We will affirm. Kovalev is in custody pursuant to a final order of deportation. In order to prevail in federal habeas Kovalev must show that the final order of deportation is “in violation of the Constitution or laws ... of the United States.” 28 U.S.C. § 2241(c)(3). It is not enough to show abuse of discretion and thus a federal habeas petition is not an ideal vehicle for challenging a discretionary decision of the Board of Immigration Appeals. Cf. Immigration & Naturalization Serv. v. St. Cyr, 533 U.S. 289, 314 n. 38, 121 S.Ct. 2271, 150 L.Ed.2d 347 (2001) (“[T]he scope of review on habeas is considerably more limited than on [Administrative Procedures Act]style review.”). For a full consideration of his issues Kovalev should have petitioned for review of the BIA’s September 23,1999 decision. Any petition for review submitted now would be untimely, unfortunately. See Malvoisin v. Immigration & Naturalization Serv., 268 F.3d 74, 75 (2d Cir.2001) (thirty day appeal period of permanent rules, 8 U.S.C. § 1252(b)(1), is mandatory and jurisdictional).

We have carefully considered the record, and Kovalev’s arguments on appeal in the context of whether the denial of discretionary relief here involved a violation of federal law or the Constitution. See Chmakov v. Blackman, 266 F.3d 210, 214 (3d Cir.2001) (federal courts retain section 2241 habeas jurisdiction over petitions from criminal and non-criminal aliens alike). See also Liu v. Immigration & Naturalization Serv., 293 F.3d 36, 40 (2d Cir.2002) (same). Kovalev otherwise does not qualify for habeas relief.

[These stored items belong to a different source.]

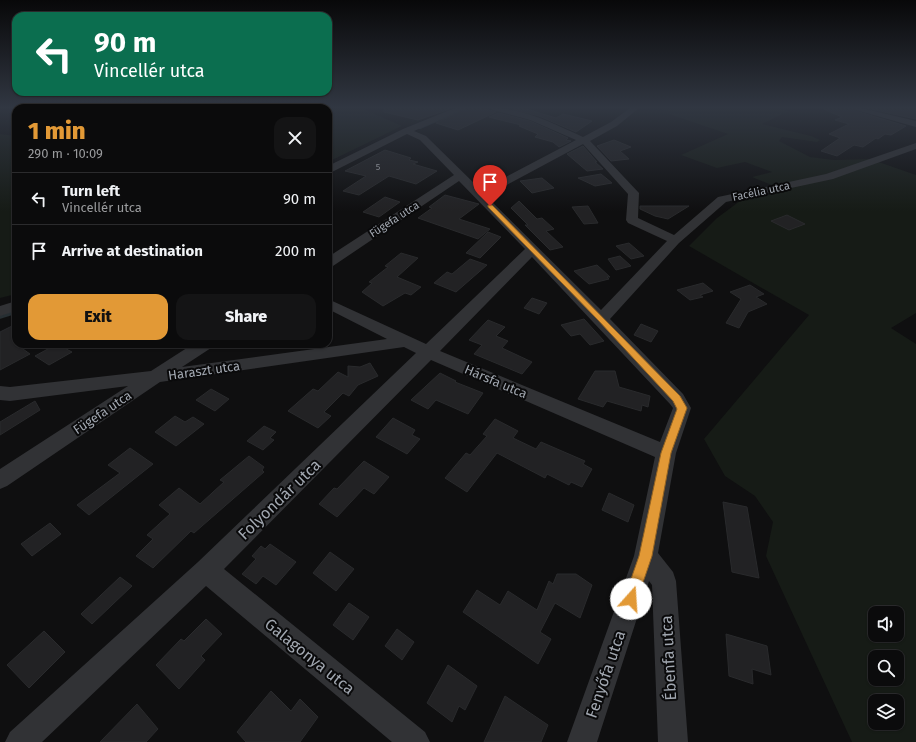 <!DOCTYPE html>
<meta charset="utf-8">
<style>
body{margin:0;font-family:"Fira Sans",sans-serif;background:#141415;color:#f1f3f6;height:100vh;display:flex;flex-direction:column;font-size:15px;white-space:nowrap}
*{box-sizing:border-box;margin:0}
p{font-size:13px;color:#9a9b9d}
.icon{flex:none;width:22px;height:22px;fill:none;stroke:currentColor;stroke-width:2;stroke-linecap:round;stroke-linejoin:round}
.map{position:relative;flex:1;overflow:hidden}
.details{position:absolute;left:12px;top:104px;width:320px;height:244px;display:flex;flex-direction:column;background:#0b0b0c;border-radius:12px;box-shadow:0 1px 3px #0004,0 0 0 1px #2b2b2d}
.details>*{flex:none}
.top-card{position:absolute;left:12px;top:12px;width:320px;height:84px;border-radius:12px;box-shadow:0 1px 3px #0004,0 0 0 1px #2b2b2d;background:#0b6e4f;color:#fff;overflow:hidden}
.controls{position:absolute;left:868px;top:606px;display:grid;gap:8px}
.controls a{display:grid;place-items:center;width:36px;height:36px;border-radius:8px;background:#0b0b0c;box-shadow:0 1px 3px #0004,0 0 0 1px #2b2b2d;font-size:20px}
.pin{position:absolute;display:grid;place-items:center;width:34px;height:34px;color:#fff;margin:-41px -17px;border-radius:50% 50% 50% 0;rotate:-45deg;box-shadow:0 0 4px #0007}
.pin .icon{rotate:45deg}
.me{position:absolute;width:44px;margin:-22px;rotate:19deg;stroke-linejoin:round;filter:drop-shadow(0 0 3px #0008)}
.turn{display:flex;align-items:center;gap:14px;height:84px;padding:0 16px;font-size:18px}
.turn .icon{width:52px;height:52px;stroke-width:2.5}
.turn b{display:block;font-size:28px;line-height:34px}
.round{display:grid;place-items:center;flex:none;width:42px;height:42px;border-radius:12px;background:#141415}
.overview{display:flex;align-items:center;justify-content:space-between;height:68px;padding:0 16px}
h1{font-size:24px;font-weight:800;line-height:30px;color:#e29936}
.button{display:flex;gap:8px;margin-top:auto;padding:8px 16px}
.button a{flex:1;height:46px;border-radius:12px;background:#e29936;color:#111;font-size:16px;font-weight:800;line-height:46px;text-align:center}
.button a+a{background:#141415;color:#f1f3f6}
ul{padding:0;list-style:none}
li{display:flex;align-items:center;gap:12px;height:52px;padding:0 16px;border-top:1px solid #2b2b2d}
li div{flex:1}
li b{display:block;font-size:15px}
li em{font-style:normal}
.map>svg:first-child{display:block}
.green{fill:#161b16;fill-rule:evenodd}
.lines{fill:none;stroke-linecap:round;stroke-linejoin:round}
.stream-far1{stroke:#272f33;stroke-width:2}
.stream{stroke:#272f33;stroke-width:3.5}
.building{fill:#222224;stroke:#292a2c}
.minor{fill:#313235;fill-rule:evenodd}
.route{fill:#e29936;stroke:#936323}
.labels{text-anchor:middle;stroke-width:4;stroke-linejoin:round;paint-order:stroke}
.far-number-label{font-size:9px;fill:#80858c}
.far-street-label{font-size:11px;fill:#a1a7b0;stroke:#0a0a0b}
.street-label{font-size:13px;fill:#a1a7b0;stroke:#0a0a0b}
.near-street-label{font-size:16px;fill:#a1a7b0;stroke:#0a0a0b}
</style>
<div class="map">
<svg width="916" height="742" viewBox="0 0 916 742">
<rect width="100%" height="100%" fill="#0f0f10"/>
<!-- green -->
<g class="green">
<polygon points="146,108 361,108 402,126 328,162 328,108"/>
<path d="M 648,108 L 776,108 L 789,111 L 762,124 L 811,136 L 820,140 L 817,142 L 782,137 L 779,141 L 810,157 L 834,160 L 870,159 L 916,175 L 916,313 L 891,328 L 916,344 L 916,742 L 852,742 L 766,556 L 773,522 L 755,496 L 725,476 L 704,439 L 809,315 L 689,246 L 717,218 L 740,201 L 786,191 L 752,177 L 772,172 L 745,162 L 717,168 L 681,155 L 728,134 L 669,114 L 671,111 ZM 875,613 L 897,613 L 897,635 L 875,635 ZM 875,657 L 897,657 L 897,679 L 875,679 ZM 875,701 L 897,701 L 897,723 L 875,723 Z"/>
<polygon points="0,134 16,136 16,294 0,298"/>
</g>
<g class="lines">
<!-- stream-far1 -->
<polyline class="stream-far1" points="420,128 466,108"/>
<!-- stream -->
<polyline class="stream" points="0,317 16,312"/>
</g>
<!-- building -->
<g class="building">
<polygon points="384,108 452,108 418,120 384,112"/>
<polygon points="466,108 481,108 496,112 458,130 436,123"/>
<polygon points="515,108 523,108 556,118 563,114 592,121 576,132 539,116 512,109"/>
<polygon points="821,108 848,108 849,109 906,126 891,135 885,134 878,139 876,138 863,147 854,145 837,156 821,151 840,138 829,134 849,124 835,120 842,117"/>
<polygon points="866,108 916,108 916,119"/>
<polygon points="499,113 530,121 568,138 566,140 571,141 559,147 553,142 535,137 538,134 519,126 521,125 489,117"/>
<polygon points="614,140 631,147 620,151 629,159 611,161 597,146"/>
<polygon points="583,146 597,162 595,162 603,169 587,171 567,154"/>
<polygon points="385,150 411,158 409,160 418,162 413,164 437,171 416,184 389,176 359,195 343,191 366,176 345,171"/>
<polygon points="601,174 612,183 595,186 578,178"/>
<polygon points="542,178 554,188 532,193 520,181"/>
<polygon points="445,195 479,204 459,219 490,229 478,239 418,218 432,208 429,207"/>
<polygon points="385,197 400,202 379,217 363,212"/>
<polygon points="519,201 537,219 542,218 554,229 546,231 563,247 550,250 525,225 528,225 511,208"/>
<polygon points="588,206 598,223 584,224 572,207"/>
<polygon points="640,206 689,206 668,219 655,216 640,209"/>
<polygon points="787,215 805,224 789,230 771,221"/>
<polygon points="488,232 501,237 480,258 466,253"/>
<polygon points="629,243 644,256 631,259 616,246"/>
<polygon points="401,253 418,258 397,277 421,287 411,295 405,293 383,306 362,292 372,283 369,282 388,267 385,266"/>
<polygon points="620,256 631,266 616,270 608,259"/>
<polygon points="470,259 487,265 456,292 434,283 447,272 452,274"/>
<polygon points="597,265 610,277 607,277 609,279 589,284 574,271"/>
<polygon points="703,283 713,291 700,295 703,297 690,300 677,290"/>
<polygon points="750,285 764,294 756,297 767,304 748,312 739,328 726,323 741,299 730,292"/>
<polygon points="532,298 547,303 539,314 524,308"/>
<polygon points="584,319 604,341 590,345 580,334 571,336 561,325"/>
<polygon points="488,320 505,327 496,336 508,341 502,348 532,362 522,374 474,354 482,345 469,340"/>
<polygon points="16,324 16,344 30,354 0,370 0,332"/>
<polygon points="641,324 658,331 651,342 634,335"/>
<polygon points="57,344 72,352 49,365 35,356"/>
<polygon points="370,363 378,376 358,385 349,396 343,393 324,412 331,416 318,428 288,411 313,389 318,391 338,372 348,377 348,366 360,367"/>
<polygon points="595,371 615,371 619,387 650,396 648,407 642,405 641,411 607,401 603,407 578,399"/>
<polygon points="440,373 456,381 455,382 483,393 468,414 436,400 428,409 411,400"/>
<polygon points="211,389 229,399 215,411 196,400"/>
<polygon points="35,401 40,410 0,435 0,422"/>
<polygon points="175,416 185,422 193,417 204,424 176,446 155,432"/>
<polygon points="393,418 415,430 412,435 420,439 407,454 376,437"/>
<polygon points="495,419 518,431 513,438 536,449 541,442 585,461 583,464 592,469 582,487 571,482 569,485 547,474 545,478 497,453 467,492 445,478 466,453 470,455 487,436 483,434"/>
<polygon points="264,426 276,432 270,438 274,440 263,450 247,441"/>
<polygon points="130,448 153,464 89,515 77,505 120,473 108,465"/>
<polygon points="249,456 264,467 262,470 264,472 194,533 191,531 153,568 136,556 153,539 147,535 170,514 159,505 179,488 200,504 224,482 220,480"/>
<polygon points="364,461 389,477 374,494 364,488 337,517 319,504 334,488 337,489"/>
<polygon points="609,493 634,505 628,522 602,510"/>
<polygon points="723,502 747,507 759,578 732,572"/>
<polygon points="50,523 61,534 32,556 21,544"/>
<polygon points="270,544 296,562 276,585 263,576 256,584 242,574 256,559 252,556 261,546 265,549"/>
<polygon points="330,552 354,569 336,591 313,573"/>
<polygon points="557,574 576,574 592,585 580,618 555,603 540,632 551,639 538,664 463,612 477,590 500,605 508,591 537,610 549,581 553,584"/>
<polygon points="120,577 132,586 92,624 81,614"/>
<polygon points="349,603 369,617 353,640 333,625"/>
<polygon points="206,619 222,634 201,656 205,660 179,689 156,665 181,639 184,641"/>
<polygon points="397,629 414,642 402,660 385,646"/>
<polygon points="44,631 65,652 29,688 7,665"/>
<polygon points="726,634 767,646 771,675 752,669 753,684 729,676"/>
<polygon points="448,665 477,686 465,710 459,706 452,722 427,703"/>
<polygon points="271,691 291,711 300,699 318,717 300,742 246,742 237,732"/>
<polygon points="505,696 548,725 541,742 484,742"/>
<polygon points="137,704 158,729 146,742 100,742"/>
</g>
<g class="lines">
<!-- minor -->
<g class="minor">
<path d="M 455,108 L 465,108 L 414,131 L 426,136 L 481,190 L 576,140 L 530,120 L 493,110 L 492,108 C 524,108 554,124 583,137 L 611,122 L 630,108 L 639,108 L 617,126 L 590,141 L 639,193 L 638,218 L 674,235 L 718,197 L 826,174 L 916,143 L 916,149 L 833,179 L 726,202 L 679,243 L 610,319 L 683,394 L 691,408 L 676,453 L 658,553 L 673,572 L 676,581 L 688,742 L 658,742 L 652,585 L 649,581 L 597,742 L 567,742 L 634,556 L 655,457 L 431,360 L 224,569 L 425,732 L 430,742 L 392,742 L 206,586 L 42,742 L 5,742 L 10,732 L 198,562 L 416,353 L 404,347 L 160,382 L 7,486 L 0,489 L 0,469 L 128,386 L 10,401 L 0,400 L 0,386 L 10,387 L 151,371 L 193,344 L 213,344 L 211,348 L 182,367 L 387,339 L 328,309 L 328,299 L 426,344 L 525,249 L 459,181 L 333,266 L 328,267 L 328,257 L 454,175 L 420,140 L 407,134 L 332,172 L 328,173 L 328,166 L 403,129 ZM 583,144 L 628,194 L 626,220 L 628,223 L 667,241 L 601,310 L 486,196 ZM 532,257 L 670,404 L 673,408 L 660,442 L 440,351 Z"/>
<polygon points="849,108 861,108 916,121 916,127"/>
<polygon points="16,301 16,311 0,316 0,306"/>
</g>
</g>
<!-- sky -->
<linearGradient id="sky" x2="0" y2="1"><stop stop-color="#080809"/><stop offset="0.51" stop-color="#313742"/><stop offset="1" stop-color="#313742" stop-opacity="0"/></linearGradient>
<rect width="916" height="211" fill="url(#sky)"/>
<!-- route -->
<polygon class="route" points="488,205 492,205 680,396 687,408 671,453 652,556 636,603 631,605 626,603 624,599 639,556 661,453 677,409 673,401 598,320 488,207"/>
<g class="labels">
<!-- far-number labels -->
<g class="far-number-label">
<text x="378" y="170">5</text>
</g>
<!-- far-street labels -->
<g class="far-street-label">
<text transform="translate(761 191) rotate(-12)" y="4">Facélia utca</text>
<text transform="translate(394 219) rotate(-33)" y="4">Fügefa utca</text>
</g>
<!-- street labels -->
<g class="street-label">
<text transform="translate(204 370) rotate(-8)" y="5">Haraszt utca</text>
<text transform="translate(496 381) rotate(23)" y="5">Hársfa utca</text>
<text transform="translate(102 412) rotate(-34)" y="5">Fügefa utca</text>
</g>
<!-- near-street labels -->
<g class="near-street-label">
<text transform="translate(279 499) rotate(-44)" y="6">Folyondár utca</text>
<text transform="translate(310 656) rotate(39)" y="6">Galagonya utca</text>
<text transform="translate(668 658) rotate(-93)" y="6">Ébenfa utca</text>
<text transform="translate(605 674) rotate(-71)" y="6">Fenyőfa utca</text>
</g>
</g>
</svg>
<div class="controls">
<a><svg class="icon" aria-label="sound" viewBox="0 0 24 24"><path d="M4 9h4l5-4v14l-5-4H4zM17 9q2 3 0 6"/></svg></a>
<a><svg class="icon" aria-label="search" viewBox="0 0 24 24"><circle cx="10" cy="10" r="6"/><path d="M15 15l6 6"/></svg></a>
<a><svg class="icon" aria-label="layers" viewBox="0 0 24 24"><path d="M12 4l9 5-9 5-9-5zM3 14l9 5 9-5"/></svg></a>
</div>
<div class="pin" style="left:490px;top:206px;background:#d93025"><svg class="icon" aria-label="arrive" viewBox="0 0 24 24"><path d="M6 21V4h12l-3 4 3 4H6"/></svg></div>
<svg class="me" style="left:631px;top:599px" viewBox="-20 -20 40 40"><circle r="19" fill="#fff"/><path d="M0-13L10 11 0 6-10 11z" fill="#e29936"/></svg>
<div class="top-card">
<div class="turn"><svg class="icon" aria-label="left" viewBox="0 0 24 24"><path d="M17 20v-9H6M10 6l-5 5 5 5"/></svg><div><b>90 m</b>Vincellér utca</div></div>
</div>
<section class="details">
<div class="overview"><div><h1>1 min</h1><p>290 m · 10:09</p></div><a class="round"><svg class="icon" aria-label="close" viewBox="0 0 24 24"><path d="M6 6l12 12M18 6L6 18"/></svg></a></div>
<ul>
<li><svg class="icon" aria-label="left" viewBox="0 0 24 24"><path d="M17 20v-9H6M10 6l-5 5 5 5"/></svg><div><b>Turn left</b><p>Vincellér utca</p></div><em>90 m</em></li>
<li><svg class="icon" aria-label="arrive" viewBox="0 0 24 24"><path d="M6 21V4h12l-3 4 3 4H6"/></svg><div><b>Arrive at destination</b></div><em>200 m</em></li>
</ul>
<div class="button"><a>Exit</a><a>Share</a></div>
</section>
</div>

Kovalev has argued that the March 1993 order of deportation violates 8 U.S.C. § 1252b(e)(2) (repealed) because he did not receive an adequate warning in Russian about the consequences of failing to depart voluntarily. He also has argued that NACARA mandates discretionary relief even though he failed to voluntarily depart. We conclude, however, that these arguments, although cognizable in federal habeas, do not provide a basis for habeas relief.

The argument that section 1252b(e)(2)(B) was violated when Kovalev did not receive the proper warnings in Russian concerning the consequences of failing to voluntarily depart does not warrant habeas relief for three reasons. First, he did not raise this claim before the IJ or the BIA when he filed his motion to reopen in 1998.